Mackie also argue that this umbrella agreement exists not only between the parties hereto, but also embraces Renault, Nissan and Dacia. They therefore seek to join those entities as parties in this litigation.
RCI’s position on this point is that the draft pleading put forward does not set out a clear case for the existence of any such contract. RCI further argue that, even if the umbrella contract were to be held to exist, it predates subsequent written agreements between Mackie and RCI which restate the provisions which Mackie argue the umbrella contract effectively varies. These later agreements contain conventional entire agreement and no variation provisions. Consequently RCI’s position is that even if the umbrella contract exists, it is subject to the (later) express contracts which exclude it, and not the other way around.
There is no need, for this purpose, to say anything substantial about what is meant by the term “relational” contract. I think it is clear that if the agreement between the various parties here were subject to a single express written agreement, that contract would be classed as “relational”. That issue only arises if the pleaded umbrella contract exists.
The umbrella contract, if it exists, is necessarily an implied contract – Mr Cavender Q.C., for Mackie, accepted this during the hearing. Thus, although it is not cited to me, I think the starting point must be the relevant section of Chitty as regards implied contracts, and in particular para 1-047. This identifies as the leading authority Modahl v British Athletic Federation [2001] EWCA Civ 1447, and cites the following passage from it:-
“One distinction exists … in relation to the ease with which an express or implied contract may be established. Where there is an express agreement on essentials of sufficient certainty to be enforceable, an intention to create legal relations may commonly be assumed. It is otherwise when the case is that a contract should be implied from the parties’ conduct. It is then for the party asserting a contract to show the necessity for implying it.”
In my judgement, the draft pleading before me simply does not address this issue. The parties have documented their relationship in a number of complementary express agreements. Mr Cavender argues that there are other services which are also provided which fall outside the framework of the existing express agreements, and that the provision of these services necessarily implies the existence of some legal arrangement in respect of them. I think there are two responses to this. One is that it is simply not the case that where one party to a contract does something for another, it necessarily follows that he intends the provision of that service to be (or to become) a legal requirement. In a situation such as this, it is clearly the common objective of the manufacturer and the distributor to sell more cars, and it is entirely to be expected that the manufacturer will do everything in his power to assist the distributor, including by providing him with services. But it simply does not follow that the manufacturer, when providing those services, necessarily intends to become legally obliged to provide those services. If we accept – as we must – that a manufacturer may choose to go beyond his legal obligations, to do things of benefit to the distributor for no reason beyond his own self-interest, and to do so without having the slightest intention of creating legal relations with the distributor in respect of those services, then it must necessarily be true that the mere existence of such services does not necessarily call into being an intention to create legal relations in respect of them, and without such an intention, the idea of the implied contract must fall away.
It is true that there are some types of services whose nature is such that their provision necessarily implies a contract in respect of its provision – Heis v MF (Global) Services Ltd [2016] EWCA Civ 569 provides an example of such services.

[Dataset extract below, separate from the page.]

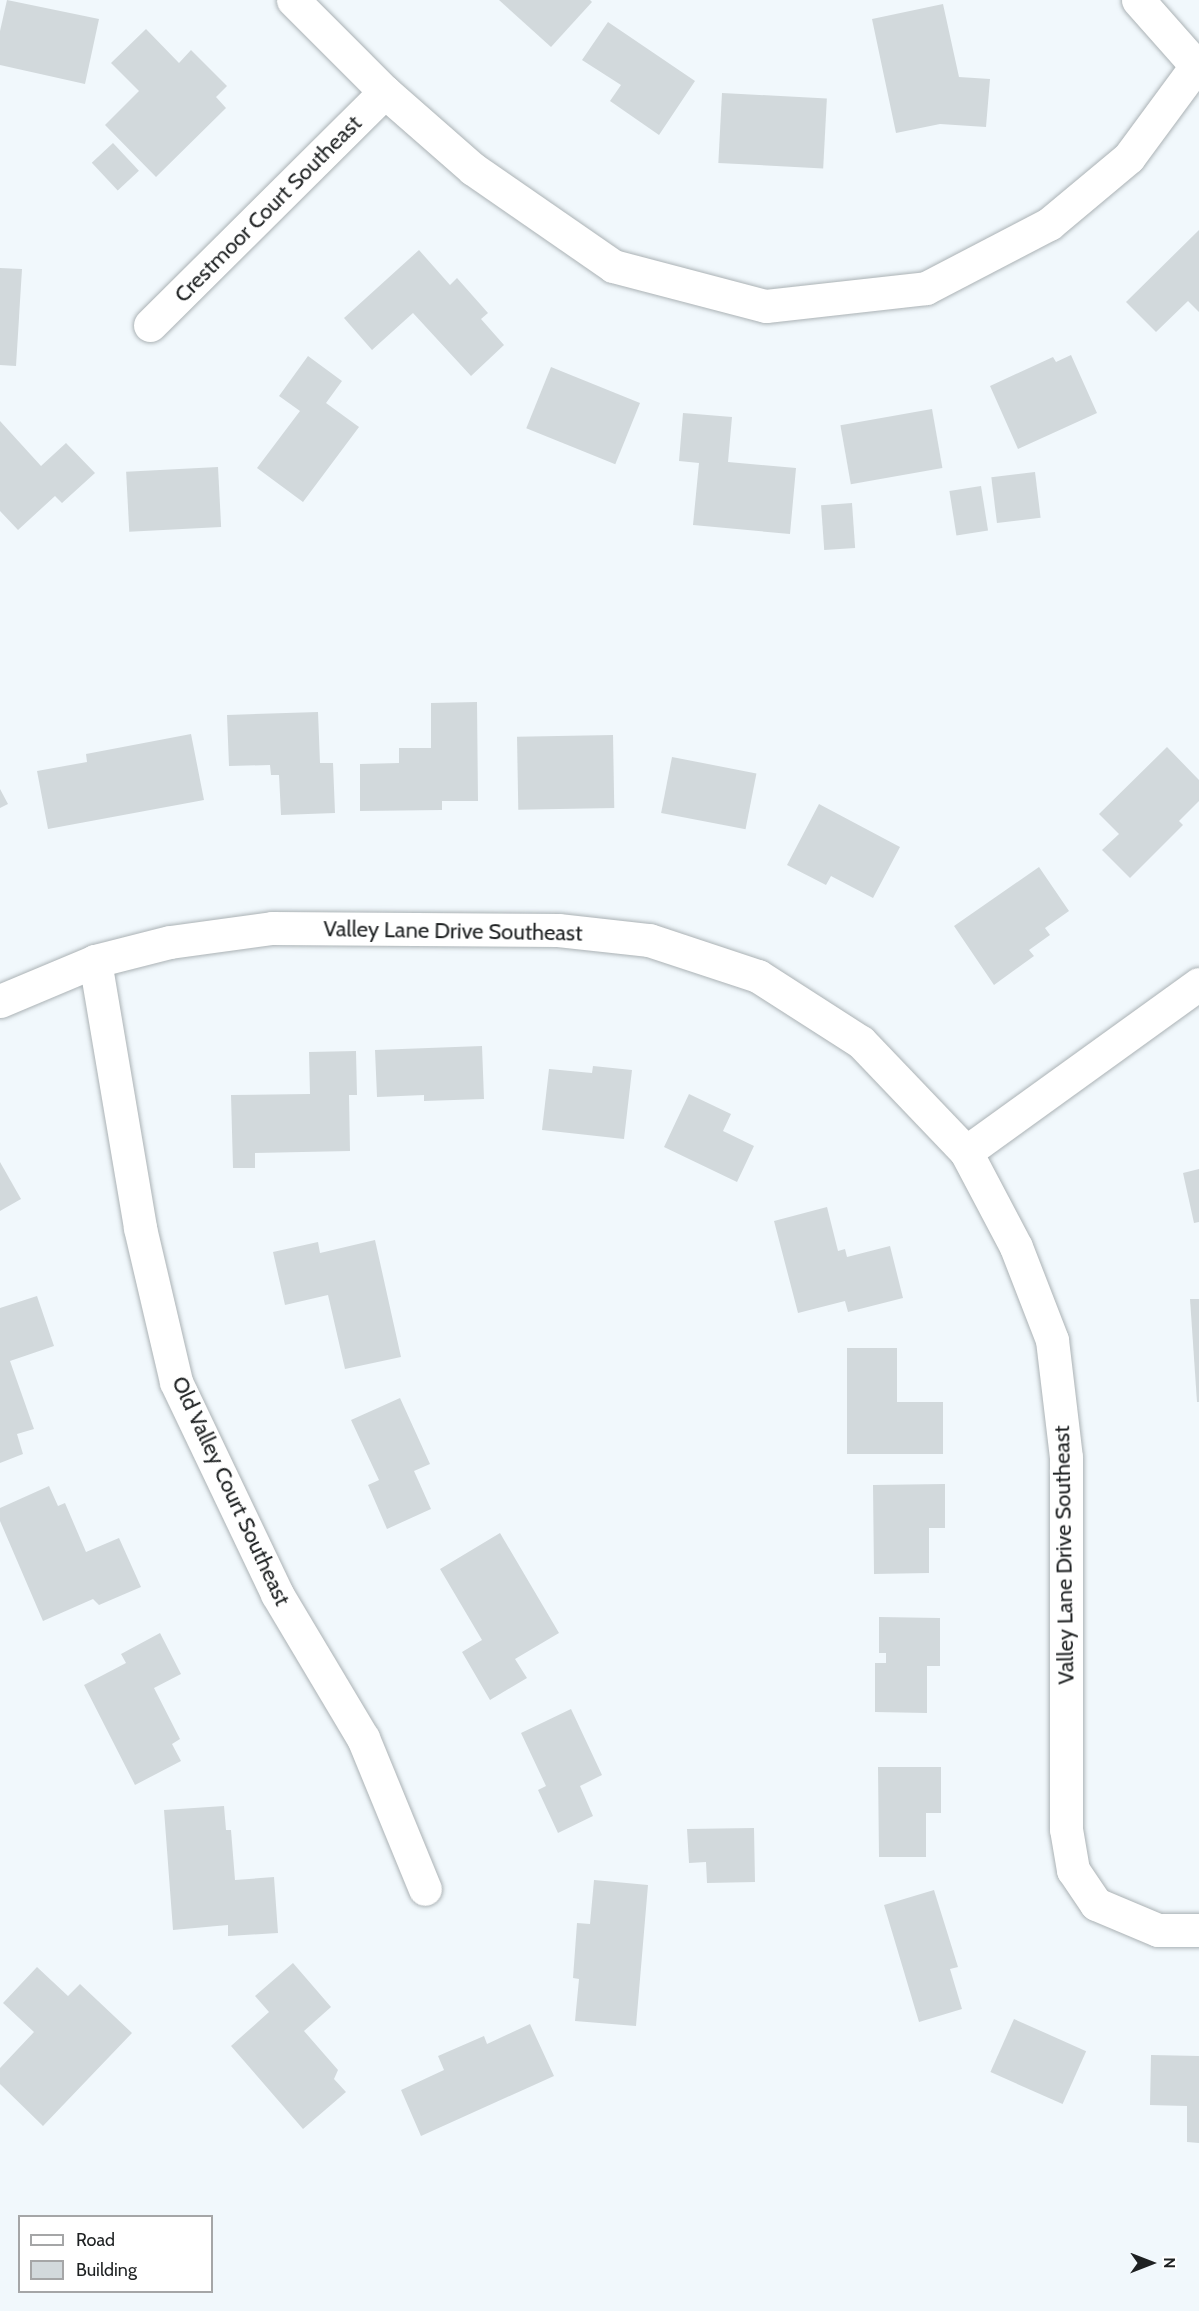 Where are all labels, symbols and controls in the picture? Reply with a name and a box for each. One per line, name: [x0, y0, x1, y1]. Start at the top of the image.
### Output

However, the services which are relied on in the pleading are:
Customer financing services, by which RCI provided financing to customers purchasing cars.
Platform services, being the provision of communication facilities with which Mackie could interface with RCI, Nissan and Renault to purchase spare parts and incept customer finance.

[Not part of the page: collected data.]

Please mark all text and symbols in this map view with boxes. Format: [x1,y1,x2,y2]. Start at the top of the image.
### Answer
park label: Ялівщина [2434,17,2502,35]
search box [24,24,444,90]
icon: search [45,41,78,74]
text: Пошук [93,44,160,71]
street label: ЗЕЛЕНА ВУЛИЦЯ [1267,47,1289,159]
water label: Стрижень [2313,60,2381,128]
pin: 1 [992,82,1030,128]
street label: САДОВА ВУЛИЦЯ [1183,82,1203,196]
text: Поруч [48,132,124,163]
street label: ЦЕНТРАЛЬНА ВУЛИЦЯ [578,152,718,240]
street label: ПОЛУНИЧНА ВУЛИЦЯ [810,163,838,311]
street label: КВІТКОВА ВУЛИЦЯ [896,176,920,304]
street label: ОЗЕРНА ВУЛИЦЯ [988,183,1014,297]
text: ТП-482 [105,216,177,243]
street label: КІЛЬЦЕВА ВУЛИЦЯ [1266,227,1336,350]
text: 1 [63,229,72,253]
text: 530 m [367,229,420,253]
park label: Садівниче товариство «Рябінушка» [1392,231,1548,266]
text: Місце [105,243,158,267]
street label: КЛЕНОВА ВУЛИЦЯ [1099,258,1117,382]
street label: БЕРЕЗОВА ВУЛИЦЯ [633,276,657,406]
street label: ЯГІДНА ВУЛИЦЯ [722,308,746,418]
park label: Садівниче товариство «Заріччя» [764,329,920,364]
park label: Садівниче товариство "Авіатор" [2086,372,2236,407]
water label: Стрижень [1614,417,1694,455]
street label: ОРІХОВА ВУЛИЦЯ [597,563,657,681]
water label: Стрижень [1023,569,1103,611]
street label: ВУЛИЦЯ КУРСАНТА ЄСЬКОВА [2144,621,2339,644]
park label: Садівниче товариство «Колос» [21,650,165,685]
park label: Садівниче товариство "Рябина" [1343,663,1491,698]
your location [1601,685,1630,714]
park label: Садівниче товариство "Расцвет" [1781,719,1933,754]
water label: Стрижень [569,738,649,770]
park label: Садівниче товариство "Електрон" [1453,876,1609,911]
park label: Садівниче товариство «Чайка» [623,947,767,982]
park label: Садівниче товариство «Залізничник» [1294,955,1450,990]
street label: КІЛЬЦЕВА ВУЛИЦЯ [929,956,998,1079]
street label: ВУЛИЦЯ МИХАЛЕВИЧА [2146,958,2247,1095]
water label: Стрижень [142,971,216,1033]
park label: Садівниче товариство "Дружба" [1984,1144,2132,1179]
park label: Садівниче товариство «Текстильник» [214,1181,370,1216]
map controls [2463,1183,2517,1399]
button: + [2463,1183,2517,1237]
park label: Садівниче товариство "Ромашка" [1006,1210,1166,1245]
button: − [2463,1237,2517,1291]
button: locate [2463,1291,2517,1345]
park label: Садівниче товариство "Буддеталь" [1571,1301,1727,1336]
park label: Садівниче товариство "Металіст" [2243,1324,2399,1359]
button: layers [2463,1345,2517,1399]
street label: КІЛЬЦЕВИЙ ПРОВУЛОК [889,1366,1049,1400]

The provision of access to an online database of existing finance arrangements.
The provision of a clearing account by RCI, for the purposes of netting transactions between Mackie on the one hand and RCI, Renault and Nissan on the other.
It is clearly not the case that any of these services, or all of them taken together, are such that their provision necessarily implies an intention to create legal relations. Equally, in none of the ten grounds put forward in paragraph 32 of the DAPOC is there anything that suggests any intention on the part of Renault, Nissan or RCI to create legal relations above or beyond the contracts which were already in place.
There is therefore nothing in the DAPOC which properly particularises this claim.
I should note for the sake of completeness that it was RCI’s case that even if such an umbrella contract did exist, it was effectively displaced by the entire agreement and no oral modification clauses contained in the RCI contracts, which it was conceded were entered into after the umbrella agreement came into being. This may or may not be correct - it is well-established that the presence of an entire agreement clause will not prevent the admission of extrinsic evidence for the purposes of interpreting the written terms of the agreement and the way in which the parties are entitled to exercise the rights thereby given to them: NHS Commissioning Board v Vasant [2019] EWCA Civ 1245 at [46]-[47]. Since the case for the existence of the implied umbrella agreement fails, I do not have to consider it.
Implied Terms
This takes us to the next point. In his submissions, Mr Cavender argued that Mackie’s case was that even if there was no umbrella agreement, the necessary provisions should be implied into the individual express contracts which do exist. It is by no means clear to me that this case is in fact set out in the DAPOC, but I will deal with the point as if it were.
I accept that the entire agreement and no oral modification clauses do not prevent the implication of terms in an appropriate case - see NHS Commissioning Board v Vasant [2019] EWCA Civ 1245 at [51]. Consequently, it is entirely possible that terms can be implied into these agreements – the question is as to the plausibility of the argument that they are indeed implied.
This takes us to a point which requires some elucidation. Mackie says, and I accept, that if the umbrella contract existed, it could be a relational contract. However, in its case on implied terms, Mackie seem to go further than this, and to argue that the essence of a relational contract – the implied obligation of good faith in dealings – should be implied not only into a relational contract, but also into any arrangement between parties where, if that arrangement were incorporated into a single contract, that contract would be a relational contract. Another way of putting this might be to say that the relational good faith obligation arises not out of a contract, but out of a relationship, and that where a relationship of this kind exists, a duty of good faith should be implied between the parties, whatever the legal nature of their existing relationship may be.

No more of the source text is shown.